The show is known for its twists and turns, with tension that keeps the audience on the edge of its seats.
Masks are currently required while in the theater.
Tickets are $25 for the Friday, Saturday and Sunday shows, and $15 for the Monday night performances. Tickets are available online at theRingwald.com or at the door with a credit card only.
INTENSE, POIGNANT ‘DEAR EVAN HANSEN’ AT FISHER THROUGH OCT. 9
It’s intense, wonderfully acted, moving and gut-wrenching: The musical “Dear Evan Hansen,” which runs through Oct. 9 at the Fisher Theater, is so well-performed that one gets caught up in the heart-wrenching story of a lie that was never meant to be told, which takes on a life of its own, changing the life of the teller but becoming increasingly difficult with which to live.
Mothers of teen and adult sons will see the show from a heart-tugging perspective as well.
Kudos to the entire cast: Anthony Norman as Evan, who plays the nervous, anxiety-ridden teen to perfection; Coleen Sexton as his frustrated but down-to-earth, overworked single mom; Alaina Anderson as Zoe Murphy, the surviving sister, filled with grief and anger, who builds a tenuous relationship with Evan; and Lili Thomas as Cynthia Murphy, mother of the late Connor, who clings desperately to every story Evan tells as a way of keeping the memory of her son alive.
Nikhil Saboo’s characterization of Connor is most interesting and engaging when he appears in Evan’s mind as an imagined ghost, becoming more of a person as Evan builds him up to be both wise and profound.

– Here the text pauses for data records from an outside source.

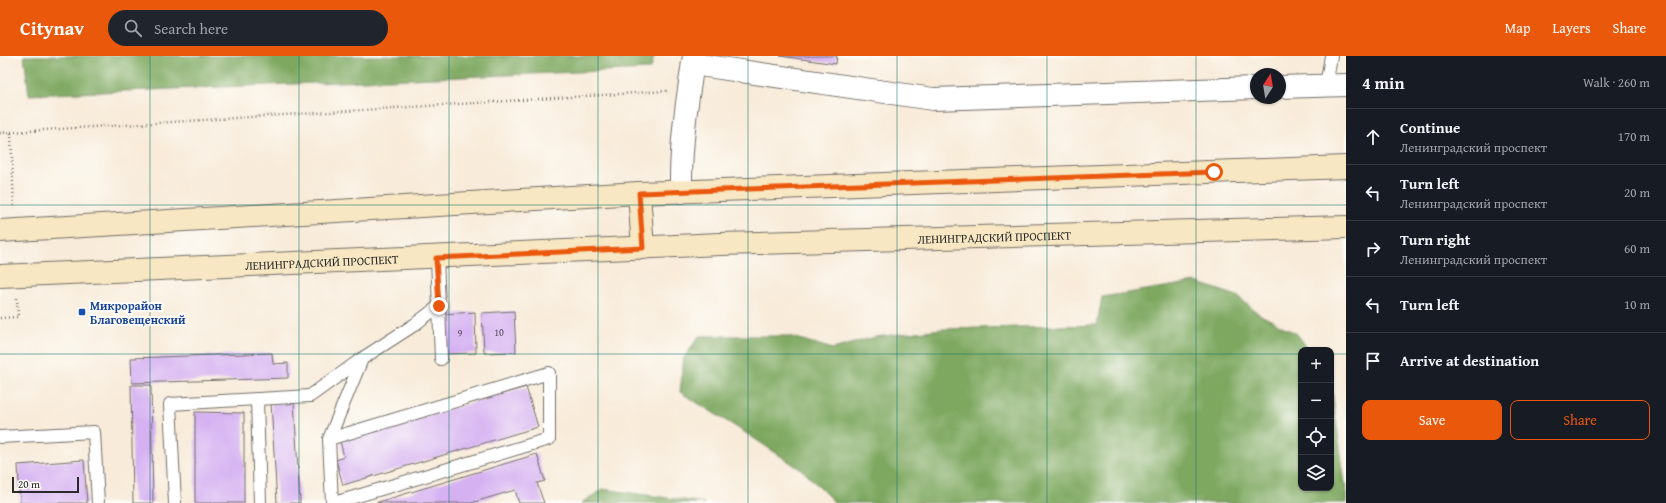 <!DOCTYPE html>
<html lang="en">
<head>
<meta charset="utf-8">
<style>
	:root { --surface:#171b24; --page:#20242c; --text:#f1f3f6; --muted:#9ea1a6; --line:#363941; --accent:#ea580c }
	body { margin:0; font-family:"Gentium Book Plus",serif; background:var(--page); color:var(--text) }
	.controls { position:absolute; right:12px; bottom:12px; display:grid; overflow:hidden; border-radius:8px; box-shadow:0 1px 3px #0004 }
	.controls button { width:36px; height:36px; display:grid; place-items:center; padding:0; border:0; border-bottom:1px solid var(--line); background:var(--surface); color:var(--text); font:20px sans-serif }
	.compass { position:absolute; left:1250px; top:12px; width:36px; height:36px; border-radius:50%; background:var(--surface); box-shadow:0 1px 3px #0004; rotate:12deg }
	.scale { position:absolute; left:12px; bottom:10px; width:67px; box-sizing:border-box; padding-left:4px; border:2px solid #2b2b2b; border-top:0; font-size:11px; line-height:14px; white-space:nowrap; color:#2b2b2b; -webkit-text-stroke:3px #fdfcf7; paint-order:stroke }
	.stop { position:absolute; width:12px; height:12px; margin:-9px; border:3px solid #ea580c; border-radius:50%; background:#fff }
	.stop.end { background:#ea580c; border-color:#fff; box-shadow:0 1px 4px #0008 }
	.list { margin:0; padding:0; list-style:none }
	h2 { display:flex; justify-content:space-between; align-items:center; height:52px; margin:0; padding:0 16px; font-size:17px }
	h2 small { font-size:13px; font-weight:400; color:var(--muted) }
	.list li { display:grid; grid-template-columns:26px 1fr auto; gap:12px; align-items:center; box-sizing:border-box; height:56px; padding:0 16px; border-top:1px solid var(--line) }
	.list b { display:block; font-size:15px; white-space:nowrap }
	.list p { margin:0; font-size:13px; white-space:nowrap; color:var(--muted) }
	.list em { font-size:13px; font-style:normal; color:var(--muted) }
	.actions { display:flex; gap:8px; padding:12px 16px }
	.actions a { flex:1; padding:9px 0; border:1px solid var(--accent); border-radius:8px; text-align:center; font-size:14px; color:var(--accent) }
	.actions .main { background:var(--accent); color:#fff }
	.icon { flex:none; width:22px; height:22px; fill:none; stroke:currentColor; stroke-width:2; stroke-linecap:round; stroke-linejoin:round }
	.map { position:relative; flex:none; width:1346px; height:447px; overflow:hidden }
	header { display:flex; align-items:center; gap:24px; box-sizing:border-box; height:56px; padding:0 20px; background:var(--accent); color:#fff }
	header strong { font-size:19px }
	nav { display:flex; gap:22px; margin-inline-start:auto; font-size:14px }
	.search { width:280px; height:36px; background:var(--page); display:flex; align-items:center; gap:10px; box-sizing:border-box; padding:0 14px; border-radius:22px; color:var(--muted); font-size:15px }
	main { display:flex }
	aside { flex:1; background:var(--surface) }
	.map>svg:first-child { display:block }
	.forest { fill:#7ea860; stroke:#546a46 }
	.building { fill:#d5b1f2 }
	.lines { fill:none; stroke-linecap:round; stroke-linejoin:round }
	.lane-casing { stroke:#736e68; stroke-width:14 }
	.street-casing { stroke:#736e68; stroke-width:24 }
	.secondary-casing { stroke:#736e68; stroke-width:24 }
	.path { stroke:#736e68; stroke-width:2.5; stroke-dasharray:1 3; stroke-linecap:butt }
	.lane { stroke:#fff; stroke-width:12 }
	.street { stroke:#fff; stroke-width:22 }
	.secondary { stroke:#f8e7c3; stroke-width:22 }
	.route { stroke:#ea580c; stroke-width:5 }
	.grid { fill:none; stroke:#0f766e; stroke-width:1; stroke-opacity:0.55 }
	.transit-dot { fill:#1a4fb4; stroke:#fdfcf7; stroke-width:1.5 }
	.labels { text-anchor:middle; dominant-baseline:central; stroke-width:4; stroke-linejoin:round; paint-order:stroke }
	.number-label { font-size:10px; fill:#564c5d }
	.street-label { font-size:12px; fill:#2b2b2b; stroke:#fdfcf7 }
	.transit-label { font-size:12px; font-weight:bold; fill:#164399; stroke:#fdfcf7; text-anchor:start }
</style>
</head>
<body>
<header>
<strong>Citynav</strong>
<div class="search"><svg class="icon" aria-label="search" viewBox="0 0 24 24"><circle cx="10" cy="10" r="6"/><path d="M15 15l6 6"/></svg>Search here</div>
<nav><a>Map</a><a>Layers</a><a>Share</a></nav>
</header>
<main>
<div class="map">
<svg width="1346" height="447" viewBox="0 0 1346 447">
	<rect width="100%" height="100%" fill="#fdfcf7"/>
	<filter id="ink" filterUnits="userSpaceOnUse"><feTurbulence type="fractalNoise" baseFrequency=".025" numOctaves="2"/><feDisplacementMap in="SourceGraphic" scale="8" xChannelSelector="R" yChannelSelector="G"/><feConvolveMatrix kernelMatrix="1 2 1 2 8 2 1 2 1" color-interpolation-filters="sRGB"/></filter>
	<filter id="wash" filterUnits="userSpaceOnUse"><feTurbulence type="fractalNoise" baseFrequency=".012" numOctaves="4" result="noise"/><feDisplacementMap in="SourceGraphic" scale="16" xChannelSelector="R" yChannelSelector="G"/><feGaussianBlur stdDeviation="0.9" result="paint"/><feColorMatrix in="noise" values="0 0 0 0 0 0 0 0 0 0 0 0 0 0 0 0 0 1.4 0 .05"/><feComposite in="paint" operator="in"/></filter>
	<g filter="url(#wash)">
		<rect width="100%" height="100%" fill="#f8ebd9"/>
		<path class="forest" d="M 24,0 L 654,0 L 651,13 L 29,39 Z
			M 1196,226 L 1237,240 L 1259,258 L 1297,278 L 1309,294 L 1301,294 L 1301,432 L 1331,432 L 1331,327 L 1346,435 L 1346,447 L 835,447 L 803,415 L 749,379 L 680,336 L 684,302 L 699,280 L 789,280 L 833,293 L 875,281 L 942,273 L 1097,269 L 1102,241 Z
			M 603,433 L 704,447 L 581,447 Z"/>
		<g id="blocks">
			<path class="building" d="M 780,0 L 837,0 L 836,8 Z
				M 514,255 L 516,296 L 484,297 L 482,257 Z
				M 475,256 L 476,297 L 444,298 L 443,258 Z
				M 272,297 L 273,308 L 288,307 L 288,322 L 132,327 L 131,302 Z
				M 131,329 L 151,329 L 153,447 L 133,447 Z
				M 526,331 L 538,371 L 343,429 L 336,404 L 344,401 L 340,385 Z
				M 294,346 L 300,447 L 277,447 L 271,347 Z
				M 195,356 L 244,357 L 244,447 L 195,447 Z
				M 537,398 L 545,425 L 537,427 L 544,447 L 519,447 L 515,434 L 471,447 L 375,447 Z
				M 84,404 L 87,447 L 20,447 L 18,409 Z"/>
		</g>
	</g>
	<g filter="url(#ink)">
		<use href="#blocks" fill-opacity="0" stroke="#736e68" stroke-width="1"/>
		<g class="lines">
			<defs>
				<path id="lane" d="M 1326,30 L 1331,0
					M 439,250 L 441,303
					M 257,343 L 260,447
					M 0,381 L 94,376 L 98,447
					M 329,383 L 549,317 L 549,383 L 334,447
					M 175,447 L 170,348 L 310,340 L 363,302 L 414,269 L 439,250 L 437,202
					M 332,447 L 329,383 L 362,303"/>
				<path id="street" d="M 693,8 L 933,43 L 1256,32
					M 1280,31 L 1346,29
					M 681,136 C 680,90 687,45 694,0"/>
				<g id="secondary">
					<path d="M 639,137 L 643,192"/>
					<path d="M 0,175 L 639,137 L 1346,111"/>
					<path id="s1" d="M 0,220 L 720,188 L 1346,171"/>
				</g>
			</defs>
			<use href="#lane" class="lane-casing"/>
			<use href="#street" class="street-casing"/>
			<use href="#secondary" class="secondary-casing"/>
			<path class="path" d="M 11,76 L 667,35
				M 0,77 L 11,76 L 14,153
				M 0,262 L 18,261 L 17,242"/>
			<use href="#lane" class="lane"/>
			<use href="#street" class="street"/>
			<use href="#secondary" class="secondary"/>
		</g>
	</g>
	<g class="lines" filter="url(#ink)">
		<path class="route" d="M 439,250 L 436,202 L 643,192 L 639,137 L 1214,116"/>
	</g>
	<path class="grid" d="M 150,0 L 150,447M 299,0 L 299,447M 449,0 L 449,447M 598,0 L 598,447M 748,0 L 748,447M 897,0 L 897,447M 1047,0 L 1047,447M 1196,0 L 1196,447M 0,149 L 1346,149M 0,298 L 1301,298M 1331,298 L 1346,298"/>
	<rect class="transit-dot" x="78" y="252" width="8" height="8" rx="2"/>
	<g class="labels">
		<g class="number-label">
			<text x="499" y="276">10</text>
			<text x="460" y="277">9</text>
		</g>
		<g class="street-label">
			<text stroke="none"><textPath href="#s1" startOffset="995">ЛЕНИНГРАДСКИЙ ПРОСПЕКТ</textPath></text>
			<text stroke="none"><textPath href="#s1" startOffset="322">ЛЕНИНГРАДСКИЙ ПРОСПЕКТ</textPath></text>
		</g>
		<g class="transit-label">
			<text x="90" y="249">Микрорайон<tspan x="90" dy="14">Благовещенский</tspan></text>
		</g>
	</g>
</svg>
<div class="controls">
<button>+</button>
<button>−</button>
<button><svg class="icon" aria-label="locate" viewBox="0 0 24 24"><circle cx="12" cy="12" r="6"/><path d="M12 2v4M12 18v4M2 12h4M18 12h4"/></svg></button>
<button><svg class="icon" aria-label="layers" viewBox="0 0 24 24"><path d="M12 4l9 5-9 5-9-5zM3 14l9 5 9-5"/></svg></button>
</div>
<svg class="compass" viewBox="-18 -18 36 36"><path d="M0-13l5 13h-10z" fill="#e53935"/><path d="M0 13l5-13h-10z" fill="#9ea1a6"/></svg>
<div class="scale">20 m</div>
<div class="stop" style="left:1214px;top:116px"></div>
<div class="stop end" style="left:439px;top:250px"></div>
</div>
<aside>
<h2>4 min<small>Walk · 260 m</small></h2>
<ul class="list">
<li><svg class="icon" aria-label="ahead" viewBox="0 0 24 24"><path d="M12 20V5M6 11l6-6 6 6"/></svg><div><b>Continue</b><p>Ленинградский проспект</p></div><em>170 m</em></li>
<li><svg class="icon" aria-label="left" viewBox="0 0 24 24"><path d="M17 20v-9H6M10 6l-5 5 5 5"/></svg><div><b>Turn left</b><p>Ленинградский проспект</p></div><em>20 m</em></li>
<li><svg class="icon" aria-label="right" viewBox="0 0 24 24"><path d="M7 20v-9h11M14 6l5 5-5 5"/></svg><div><b>Turn right</b><p>Ленинградский проспект</p></div><em>60 m</em></li>
<li><svg class="icon" aria-label="left" viewBox="0 0 24 24"><path d="M17 20v-9H6M10 6l-5 5 5 5"/></svg><div><b>Turn left</b></div><em>10 m</em></li>
<li><svg class="icon" aria-label="arrive" viewBox="0 0 24 24"><path d="M6 21V4h12l-3 4 3 4H6"/></svg><div><b>Arrive at destination</b></div></li>
</ul>
<div class="actions"><a class="main">Save</a><a>Share</a></div>
</aside>
</main>
</body>
</html>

John Hemphill as Larry Murphy, Connor’s dad, has a poignant scene with Evan over how to break in a baseball glove, becoming the father figure Evan lacks, as the grieving father passes on a baseball mitt his own son never used.
Evan’s two “kind-of” school friends, who won’t even sign his cast, are overachiever Alana, played by Micaela Lamas, and computer savvy Jared, played by Pablo David Laucerica, who further exemplify the adolescent angst and insecurity which manifests during the social hell that is high school. Jared reminds Evan that they are only “family friends,” and Alana overcompensates by going above and beyond with everything she does, perhaps out of a deep-seated yearning for acceptance. She helps Evan create a foundation in the memory of Connor, and she unintentionally creates an imagined friendship with Connor in her mind, based solely on the fact that they had two classes together.

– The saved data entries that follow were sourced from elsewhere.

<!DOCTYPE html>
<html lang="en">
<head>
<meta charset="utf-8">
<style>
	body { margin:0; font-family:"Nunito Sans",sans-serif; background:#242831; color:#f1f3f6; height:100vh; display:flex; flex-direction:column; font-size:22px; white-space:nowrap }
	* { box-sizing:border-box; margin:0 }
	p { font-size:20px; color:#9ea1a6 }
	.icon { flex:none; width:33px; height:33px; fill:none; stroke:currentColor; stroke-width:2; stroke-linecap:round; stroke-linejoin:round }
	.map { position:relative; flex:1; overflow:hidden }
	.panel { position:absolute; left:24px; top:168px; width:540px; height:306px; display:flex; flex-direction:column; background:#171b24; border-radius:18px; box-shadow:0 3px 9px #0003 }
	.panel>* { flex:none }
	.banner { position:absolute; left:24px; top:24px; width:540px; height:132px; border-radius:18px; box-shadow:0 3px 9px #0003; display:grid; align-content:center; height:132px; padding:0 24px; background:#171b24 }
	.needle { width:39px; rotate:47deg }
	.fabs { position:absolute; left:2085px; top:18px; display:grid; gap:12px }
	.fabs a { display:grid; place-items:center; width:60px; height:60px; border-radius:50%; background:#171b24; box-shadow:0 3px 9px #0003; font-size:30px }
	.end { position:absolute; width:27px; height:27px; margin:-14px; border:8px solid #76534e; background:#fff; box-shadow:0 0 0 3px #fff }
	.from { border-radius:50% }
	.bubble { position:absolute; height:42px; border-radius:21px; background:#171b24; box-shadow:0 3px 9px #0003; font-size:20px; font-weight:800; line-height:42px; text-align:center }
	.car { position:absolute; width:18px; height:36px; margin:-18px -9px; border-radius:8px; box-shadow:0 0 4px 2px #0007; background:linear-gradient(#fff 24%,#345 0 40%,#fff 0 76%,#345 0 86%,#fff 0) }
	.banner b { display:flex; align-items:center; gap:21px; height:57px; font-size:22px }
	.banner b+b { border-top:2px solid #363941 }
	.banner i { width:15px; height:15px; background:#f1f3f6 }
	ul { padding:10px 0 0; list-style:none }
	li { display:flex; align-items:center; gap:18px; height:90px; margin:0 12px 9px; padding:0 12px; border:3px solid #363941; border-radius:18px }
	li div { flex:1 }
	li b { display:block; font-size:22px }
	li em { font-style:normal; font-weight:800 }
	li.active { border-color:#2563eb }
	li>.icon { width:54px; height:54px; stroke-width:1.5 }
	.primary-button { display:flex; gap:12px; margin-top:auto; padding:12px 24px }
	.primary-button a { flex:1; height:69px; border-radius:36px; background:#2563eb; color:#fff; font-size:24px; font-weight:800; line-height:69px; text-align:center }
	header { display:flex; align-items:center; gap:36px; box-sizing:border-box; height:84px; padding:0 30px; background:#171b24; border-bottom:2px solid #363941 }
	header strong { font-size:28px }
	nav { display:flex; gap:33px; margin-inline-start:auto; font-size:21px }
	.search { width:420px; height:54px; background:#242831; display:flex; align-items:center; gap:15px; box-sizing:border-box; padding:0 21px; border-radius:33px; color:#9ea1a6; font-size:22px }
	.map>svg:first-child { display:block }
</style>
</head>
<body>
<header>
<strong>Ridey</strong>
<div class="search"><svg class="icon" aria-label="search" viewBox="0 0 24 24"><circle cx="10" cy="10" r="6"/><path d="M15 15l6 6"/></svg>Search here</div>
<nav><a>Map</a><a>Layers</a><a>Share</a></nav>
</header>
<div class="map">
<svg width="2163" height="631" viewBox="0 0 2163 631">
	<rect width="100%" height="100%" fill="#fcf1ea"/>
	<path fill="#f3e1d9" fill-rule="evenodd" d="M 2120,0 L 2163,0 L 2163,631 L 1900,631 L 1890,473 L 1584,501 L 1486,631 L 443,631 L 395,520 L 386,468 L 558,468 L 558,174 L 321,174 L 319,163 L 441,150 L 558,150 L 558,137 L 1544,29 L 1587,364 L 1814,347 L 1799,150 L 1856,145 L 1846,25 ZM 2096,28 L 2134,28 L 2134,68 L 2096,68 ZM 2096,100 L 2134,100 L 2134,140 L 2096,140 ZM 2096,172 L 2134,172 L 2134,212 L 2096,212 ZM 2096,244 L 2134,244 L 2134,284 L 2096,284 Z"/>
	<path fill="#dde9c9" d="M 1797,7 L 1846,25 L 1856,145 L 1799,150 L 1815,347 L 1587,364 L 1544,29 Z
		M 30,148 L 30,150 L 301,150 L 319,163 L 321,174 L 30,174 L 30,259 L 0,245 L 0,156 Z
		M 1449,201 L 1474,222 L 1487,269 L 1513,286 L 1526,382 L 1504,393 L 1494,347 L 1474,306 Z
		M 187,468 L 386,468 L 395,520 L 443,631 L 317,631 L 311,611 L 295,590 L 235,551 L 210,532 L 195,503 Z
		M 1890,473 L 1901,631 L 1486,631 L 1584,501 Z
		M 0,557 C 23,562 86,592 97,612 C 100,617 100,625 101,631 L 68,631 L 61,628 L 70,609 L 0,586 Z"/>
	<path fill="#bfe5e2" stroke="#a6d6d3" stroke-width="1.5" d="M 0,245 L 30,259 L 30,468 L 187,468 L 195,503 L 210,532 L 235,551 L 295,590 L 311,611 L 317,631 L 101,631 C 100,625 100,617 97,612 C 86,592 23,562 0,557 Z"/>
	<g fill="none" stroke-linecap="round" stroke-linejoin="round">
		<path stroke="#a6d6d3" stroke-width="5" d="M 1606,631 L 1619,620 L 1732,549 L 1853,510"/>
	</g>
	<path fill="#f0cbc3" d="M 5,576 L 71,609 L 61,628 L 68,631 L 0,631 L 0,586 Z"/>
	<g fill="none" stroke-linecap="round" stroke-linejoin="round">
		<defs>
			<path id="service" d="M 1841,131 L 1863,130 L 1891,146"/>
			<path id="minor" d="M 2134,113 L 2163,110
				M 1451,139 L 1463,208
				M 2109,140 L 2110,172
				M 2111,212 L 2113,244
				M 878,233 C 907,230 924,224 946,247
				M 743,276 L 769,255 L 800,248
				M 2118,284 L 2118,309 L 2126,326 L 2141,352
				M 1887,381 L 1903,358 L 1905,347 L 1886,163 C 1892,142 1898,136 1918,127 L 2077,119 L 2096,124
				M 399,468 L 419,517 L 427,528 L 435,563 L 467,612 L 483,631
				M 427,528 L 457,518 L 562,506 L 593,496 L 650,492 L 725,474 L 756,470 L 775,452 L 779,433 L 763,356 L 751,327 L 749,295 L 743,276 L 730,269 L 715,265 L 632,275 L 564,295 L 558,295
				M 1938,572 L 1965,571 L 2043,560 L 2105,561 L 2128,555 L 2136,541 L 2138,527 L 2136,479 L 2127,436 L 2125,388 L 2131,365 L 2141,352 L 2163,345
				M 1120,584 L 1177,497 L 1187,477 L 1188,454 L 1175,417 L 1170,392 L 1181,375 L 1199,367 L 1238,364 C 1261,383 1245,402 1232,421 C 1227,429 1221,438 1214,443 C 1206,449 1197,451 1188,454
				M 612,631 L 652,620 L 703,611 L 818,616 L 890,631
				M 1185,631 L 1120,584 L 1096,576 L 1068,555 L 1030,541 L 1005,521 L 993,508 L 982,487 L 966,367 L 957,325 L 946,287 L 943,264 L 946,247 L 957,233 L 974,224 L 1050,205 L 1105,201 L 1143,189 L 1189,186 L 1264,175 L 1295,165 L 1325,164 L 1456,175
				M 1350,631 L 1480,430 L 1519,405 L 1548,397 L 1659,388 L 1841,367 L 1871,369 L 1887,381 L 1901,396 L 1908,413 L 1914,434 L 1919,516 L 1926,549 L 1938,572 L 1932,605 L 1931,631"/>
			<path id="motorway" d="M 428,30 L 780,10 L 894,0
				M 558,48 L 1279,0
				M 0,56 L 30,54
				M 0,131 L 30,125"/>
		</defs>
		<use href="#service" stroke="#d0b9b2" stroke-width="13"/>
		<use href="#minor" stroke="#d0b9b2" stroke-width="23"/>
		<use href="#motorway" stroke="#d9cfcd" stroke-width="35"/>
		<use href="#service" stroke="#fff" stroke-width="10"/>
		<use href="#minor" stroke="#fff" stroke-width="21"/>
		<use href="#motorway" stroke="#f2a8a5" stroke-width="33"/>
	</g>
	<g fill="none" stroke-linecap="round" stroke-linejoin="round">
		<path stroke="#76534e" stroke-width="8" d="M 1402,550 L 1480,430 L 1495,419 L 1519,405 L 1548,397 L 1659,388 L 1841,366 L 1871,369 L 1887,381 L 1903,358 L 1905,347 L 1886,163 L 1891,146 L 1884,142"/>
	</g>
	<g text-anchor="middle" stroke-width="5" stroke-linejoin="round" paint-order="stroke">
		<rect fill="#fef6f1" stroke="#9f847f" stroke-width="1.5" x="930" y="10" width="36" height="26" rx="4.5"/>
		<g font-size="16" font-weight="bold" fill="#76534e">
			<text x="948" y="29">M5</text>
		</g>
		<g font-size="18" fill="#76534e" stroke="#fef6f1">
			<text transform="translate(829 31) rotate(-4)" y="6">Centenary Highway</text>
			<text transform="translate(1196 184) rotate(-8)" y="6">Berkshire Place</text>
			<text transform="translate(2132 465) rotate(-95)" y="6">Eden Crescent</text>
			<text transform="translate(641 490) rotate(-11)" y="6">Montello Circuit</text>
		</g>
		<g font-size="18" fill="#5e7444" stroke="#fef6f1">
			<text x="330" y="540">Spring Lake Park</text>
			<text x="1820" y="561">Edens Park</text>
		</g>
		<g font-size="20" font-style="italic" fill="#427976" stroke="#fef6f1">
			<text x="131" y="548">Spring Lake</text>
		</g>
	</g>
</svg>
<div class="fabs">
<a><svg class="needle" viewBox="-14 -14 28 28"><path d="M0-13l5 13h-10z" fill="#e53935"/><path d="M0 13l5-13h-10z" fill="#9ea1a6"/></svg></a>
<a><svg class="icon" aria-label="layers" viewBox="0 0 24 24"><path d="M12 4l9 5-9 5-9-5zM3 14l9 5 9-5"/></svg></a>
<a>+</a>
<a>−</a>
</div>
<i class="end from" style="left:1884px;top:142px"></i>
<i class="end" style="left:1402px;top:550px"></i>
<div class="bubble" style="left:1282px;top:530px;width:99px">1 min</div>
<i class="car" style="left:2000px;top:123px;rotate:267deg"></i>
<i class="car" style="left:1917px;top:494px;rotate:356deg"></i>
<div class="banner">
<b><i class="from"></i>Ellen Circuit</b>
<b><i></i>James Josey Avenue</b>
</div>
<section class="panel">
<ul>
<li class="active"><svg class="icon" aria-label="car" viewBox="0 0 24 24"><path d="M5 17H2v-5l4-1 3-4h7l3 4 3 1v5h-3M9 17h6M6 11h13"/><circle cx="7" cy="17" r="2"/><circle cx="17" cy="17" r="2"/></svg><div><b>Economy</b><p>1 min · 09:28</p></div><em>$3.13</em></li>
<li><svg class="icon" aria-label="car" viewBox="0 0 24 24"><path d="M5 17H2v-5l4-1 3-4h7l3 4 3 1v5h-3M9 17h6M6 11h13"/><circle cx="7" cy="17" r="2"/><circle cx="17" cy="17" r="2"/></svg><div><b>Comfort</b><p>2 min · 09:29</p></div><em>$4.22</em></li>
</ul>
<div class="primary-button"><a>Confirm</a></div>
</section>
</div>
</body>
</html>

The show draws one into the intense emotions created by the story. The songs are appealing and well performed, but they are there to further the narrative and expand on the characters’ emotions; they are not spectacles, but heart-felt songs.
The backdrop visually shows the onslaught of social media and its impact on our lives. It is fascinating to see a series of changing screen shots from social media flashing across an ever-changing backdrop, serving as a stark reminder of the runaway-train impact of online posts on our lives.
Please note: Because the subject matter includes the emotional fallout of a teen suicide, it will be triggering to some individuals.
The show, which contains adult themes, including discussion of suicide, is recommended for ages 12 and older. Children under the age of 5 will not be permitted in the theater.
Tickets start at $50, and are available by phone, at 800-982-2787, online, at ticketmaster.com and at the Fisher Theater box office.
A digital ticket lottery for a limited number of $25 seats, sold in pairs, will be available through luckyseat.com. The lottery will continue, on a rolling basis, throughout the run of the show, and winners will be notified by email. Entrants must be 18 and older, and show valid photo identification matching the entry name to claim the tickets.
The show runs 8 p.m. Oct. 1, and Oct. 4 to 8; 7:30 p.m. Oct. 2 and 9; and at 2 p.m. Oct. 1, 2, 8 and 9 for the matinee showings.
DETROIT MERCY TO HOST HOMECOMING IMPROV SHOW
The University of Detroit Mercy will celebrate 145 years of producing theater and 50 years of offering a theater major with a free “Titan Slam” monologue competition finals and an improv show at 3:30 p.m. Oct. 1 at the Marlene Boll Theater inside the Boll YMCA, 1401 Broadway in Detroit.
The improv show will feature alumnae Jaime Moyer, Marc Evan Jackson and Nancy Hayden.